Nel carteggio compaiono anche alcune poesie che Libero de Libero pubblicherà inedite su “Mercurio” diretto da Alba de Cespedes, ma non è un’interruzione del dialogo, solo un parlare per immagini, un capirsi in versi:
Io dico che l’estate durerà
nella nuvola fatua dei tuoi occhi,
nell’azzurra vacanza del mio giorno:
io dico che l’estate è superba
della tua bionda chioma,
quella sua dolce piega è un mio pensiero.
A tua lode mi fa carezze un’aria
e quanto da te colsi è stato un furto:
ma la spiga ormai secca che tu sei,
della mia estate è una bella bugia.
Il carteggio è in realtà utile a carpire il lavorìo del poeta sui versi, perché questi citati appartengono a uno dei testi raccolti nel 1962 in Sono uno di voi (Mondadori), mentre nella lettera di de Libero dell’agosto 1946 i versi della stessa poesia hanno differenze sostanziali: il tempo li caricherà, sì, di accuratezza e acutezza, ma anche di pessimismo.
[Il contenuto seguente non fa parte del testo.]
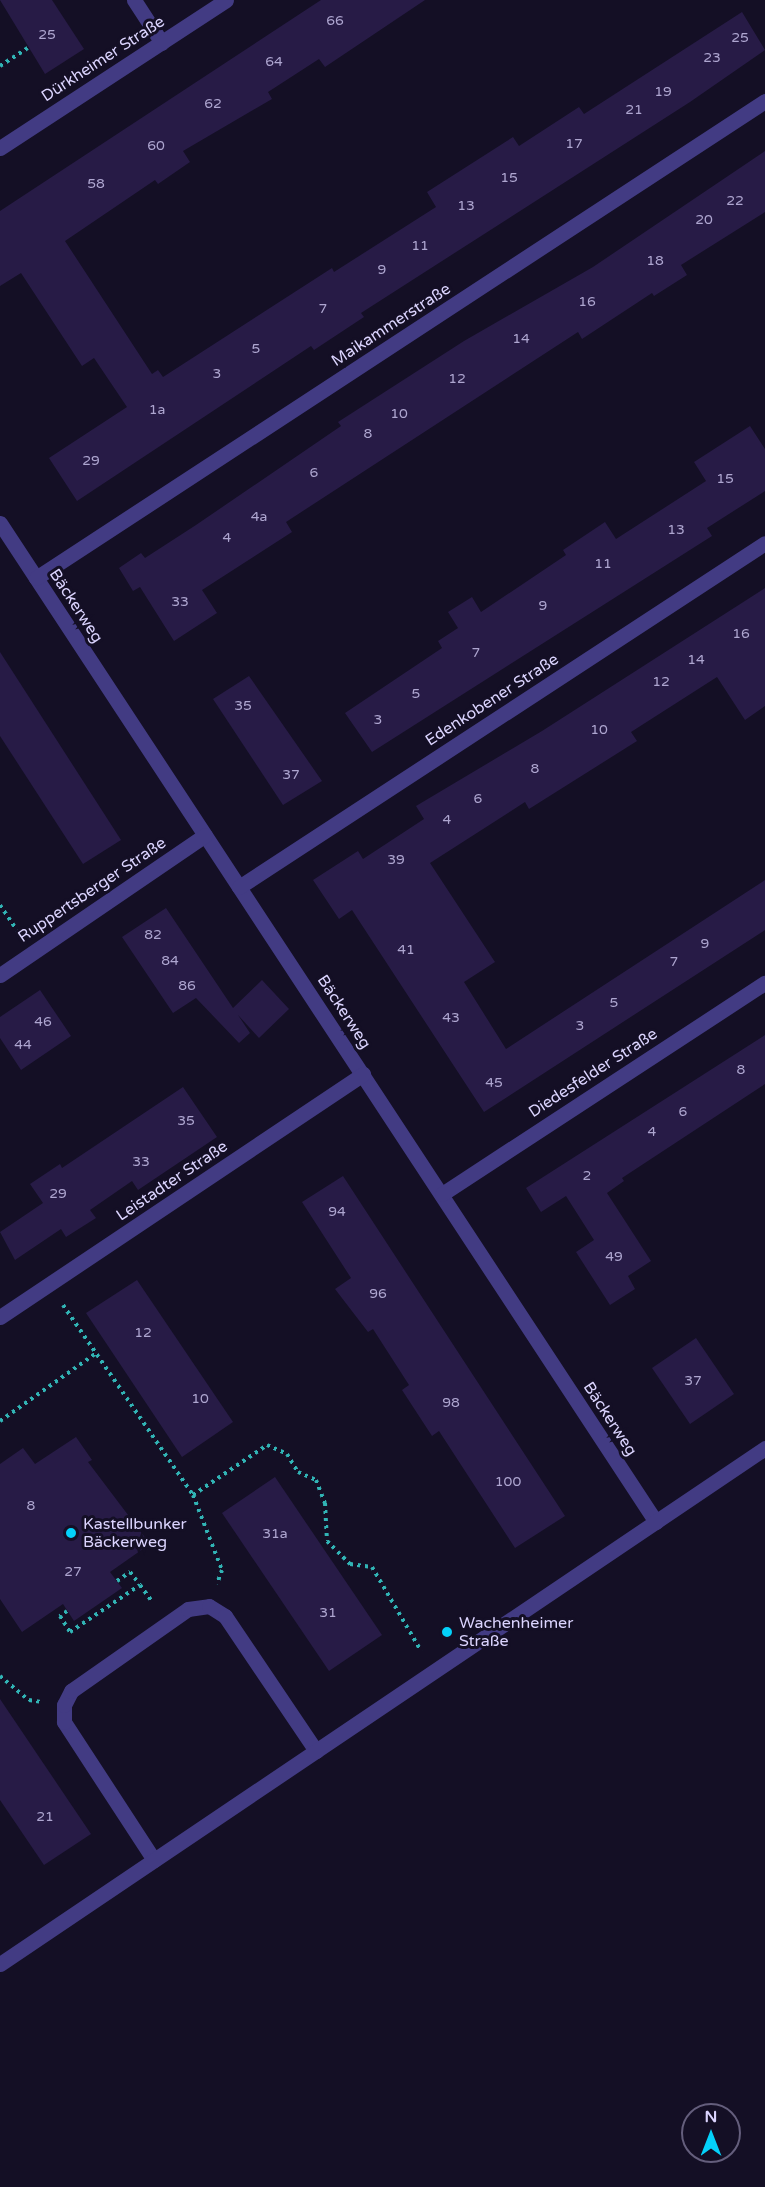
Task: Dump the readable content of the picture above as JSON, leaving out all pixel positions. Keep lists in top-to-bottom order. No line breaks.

È quando descrive i propri luoghi ciociari che la poesia de liberiana si carica di ombre, presenze, di storia. Come in questi versi inviati alla de Céspedes nel 1946 e poi confluiti in Banchetto (Mondadori) nel 1949:
Trepidi passi di persone ascolto,
mai stanche di aprire e chiudere porte,
il vento delle vesti continua a frusciare
per le stanze, convegno di sedie ormai.
La mia notte ciociara scalpita talora
di segreti cavalli, boschi in agguato,
e so chi sei tu che mi scuoti con fragile tosse (…).
Libero de Libero è un uomo particolarmente sensibile, si direbbe un ritrattista, e un protagonista assoluto della vita culturale romana dagli Anni Trenta ai Sessanta: poeta, drammaturgo, sceneggiatore, romanziere, critico d’arte. “A me affascina la sua capacità descrittiva – confessa la Spera al Tascabile –. Quelle descrizioni di Roma sono un anticipo de La grande bellezza di Sorrentino. La Roma violata dai bombardamenti a San Lorenzo… bisognerebbe farne un libro a sé”. Già, ma de Libero è stato dimenticato. “Ho seguito le alterne vicende delle antologie novecentesche – continua la Spera – si tratta di operazioni editoriali datate, bisognose di un aggiornamento. Ho una sensazione: quell’apprezzamento di Contini molto precoce ha bloccato la ricezione dell’opera di de Libero dagli Anni Settanta. Contini scrisse giustamente che de Libero non era da collocare nell’ermetismo, ma ne fece un cane sciolto. La sua poesia si muove su un doppio registro: da una parte le origini, tema raffinato e biografico, mai folkloristico, dall’altro il surrealismo, molto criptico, sincopato, vicino all’ermetismo. Come la De Céspedes: non può essere avvicinata al neorealismo, a Morante, Moravia, così è rimasta solitaria. Almeno fino ai Meridiani Mondadori. Ma il lavoro di de Libero resta di altissimo profilo poetico”. La questione era emersa proprio nei giorni dell’incontro tra de Libero e Valery.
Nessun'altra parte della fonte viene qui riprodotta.